Although the tempation to write a minimal ``parser'' yourself may be
overwhelming, I think you're better off using an existing, conforming,
parser. Otherwise, you will almost certainly end up with a system that
rejects valid XML files, and what's the good of that?
I think you're looking for something like rxp's API.
--

Patrick TJ McPhee
East York Canada
pt**@interlog.com
Jul 20 '05 #6
Mike wrote:
Does anyone know of a minimal/mini/tiny/small xml parser
in c? I'm looking for something small that accepts a stream
or string, builds a c structure, and then returns an opaque
pointer to that structure. There should then be a function
to search that structure given the pointer, tag, and an
optional attribute.

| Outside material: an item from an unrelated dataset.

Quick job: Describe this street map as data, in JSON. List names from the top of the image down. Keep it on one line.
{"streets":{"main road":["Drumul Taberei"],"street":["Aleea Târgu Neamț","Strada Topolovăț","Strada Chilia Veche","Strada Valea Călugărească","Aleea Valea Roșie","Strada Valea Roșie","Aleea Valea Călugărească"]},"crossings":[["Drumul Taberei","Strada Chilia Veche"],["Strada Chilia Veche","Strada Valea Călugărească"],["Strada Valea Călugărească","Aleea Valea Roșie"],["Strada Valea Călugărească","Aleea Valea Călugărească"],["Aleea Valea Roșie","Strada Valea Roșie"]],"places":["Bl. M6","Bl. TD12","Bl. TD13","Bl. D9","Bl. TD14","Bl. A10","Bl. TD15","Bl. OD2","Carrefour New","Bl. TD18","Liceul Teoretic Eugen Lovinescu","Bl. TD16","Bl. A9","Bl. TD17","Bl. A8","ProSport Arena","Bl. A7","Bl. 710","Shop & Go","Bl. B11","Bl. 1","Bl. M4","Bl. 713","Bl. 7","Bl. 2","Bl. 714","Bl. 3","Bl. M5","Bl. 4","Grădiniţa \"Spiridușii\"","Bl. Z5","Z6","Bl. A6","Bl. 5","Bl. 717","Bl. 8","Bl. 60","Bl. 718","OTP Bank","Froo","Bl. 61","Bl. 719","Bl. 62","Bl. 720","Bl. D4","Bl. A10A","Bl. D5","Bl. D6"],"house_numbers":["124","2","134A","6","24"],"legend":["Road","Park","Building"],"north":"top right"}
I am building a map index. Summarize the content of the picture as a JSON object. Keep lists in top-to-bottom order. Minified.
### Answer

I'm looking initially at only text data,
no numbers, though eventuall there will be some binary
data (CDATA?).


You could try Mini-XML. See

http://www.easysw.com/~mike/mxml/

--
To reply by e-mail, please remove the extra dot
in the given address: m.collado -> mcollado

Jul 20 '05 #7
On Mon, 25 Oct 2004 23:50:10 -0000, Mike <mi***@mikee.ath.cx> wrote:
In article <2u*************@uni-berlin.de>, William Park wrote:
Mike <mi***@mikee.ath.cx> wrote:
XML has been chosen, I need to write the parser. Oh, and I do not have
to validate the XML, just parse it.


Expat (www.libexpat.org). Practically every language has some sort of
support for it, even Bash shell.


Thanks for the expat suggestion. I have also read for libxml. I'd like to
find a few hundred lines of c code to do this.

Mike

you really need the source code? I'm sure you could find a parser in library form ready for you to
use.
Jul 20 '05 #8
Mike wrote:
Does anyone know of a minimal/mini/tiny/small xml parser
in c? I'm looking for something small that accepts a stream
or string, builds a c structure, and then returns an opaque
pointer to that structure. There should then be a function
to search that structure given the pointer, tag, and an
optional attribute. I'm looking initially at only text data,
no numbers, though eventuall there will be some binary
data (CDATA?).


My Mini-XML library might be what you are looking for:

http://www.easysw.com/~mike/mxml/

--
__________________________________________________ ____________________
Michael Sweet, Easy Software Products mike at easysw dot com
Printing Software for UNIX http://www.easysw.com
Jul 20 '05 #9
Patrick TJ McPhee wrote:
...
I expect that you won't find a conforming XML parser which is a only
few hundred lines long. The smallest conforming parsers I know of are
expat and rxp, and they're in the thousands of lines. There's also
tinyxml, which is not a conforming parser, and which is still in the
thousands of lines.
...


It is a myth that conforming XML parsers have to be big; *validating*
parsers, perhaps, but not a simple non-validating parser which
accepts XML syntax and encoding.

Mini-XML started as 696 lines of C code (it has since grown to a
little over 2700 lines of code) and is a fully conformant XML
parser that provides everything except validation (and I'm thinking
how I could do that without bloating it...)

--
__________________________________________________ ____________________
Michael Sweet, Easy Software Products mike at easysw dot com
Printing Software for UNIX http://www.easysw.com
Jul 20 '05 #10
Mike <mi***@mikee.ath.cx> wrote:
In article <2u*************@uni-berlin.de>, William Park wrote:
Mike <mi***@mikee.ath.cx> wrote:
XML has been chosen, I need to write the parser. Oh, and I do not have
to validate the XML, just parse it.


Expat (www.libexpat.org). Practically every language has some sort of
support for it, even Bash shell.


Thanks for the expat suggestion. I have also read for libxml. I'd like to
find a few hundred lines of c code to do this.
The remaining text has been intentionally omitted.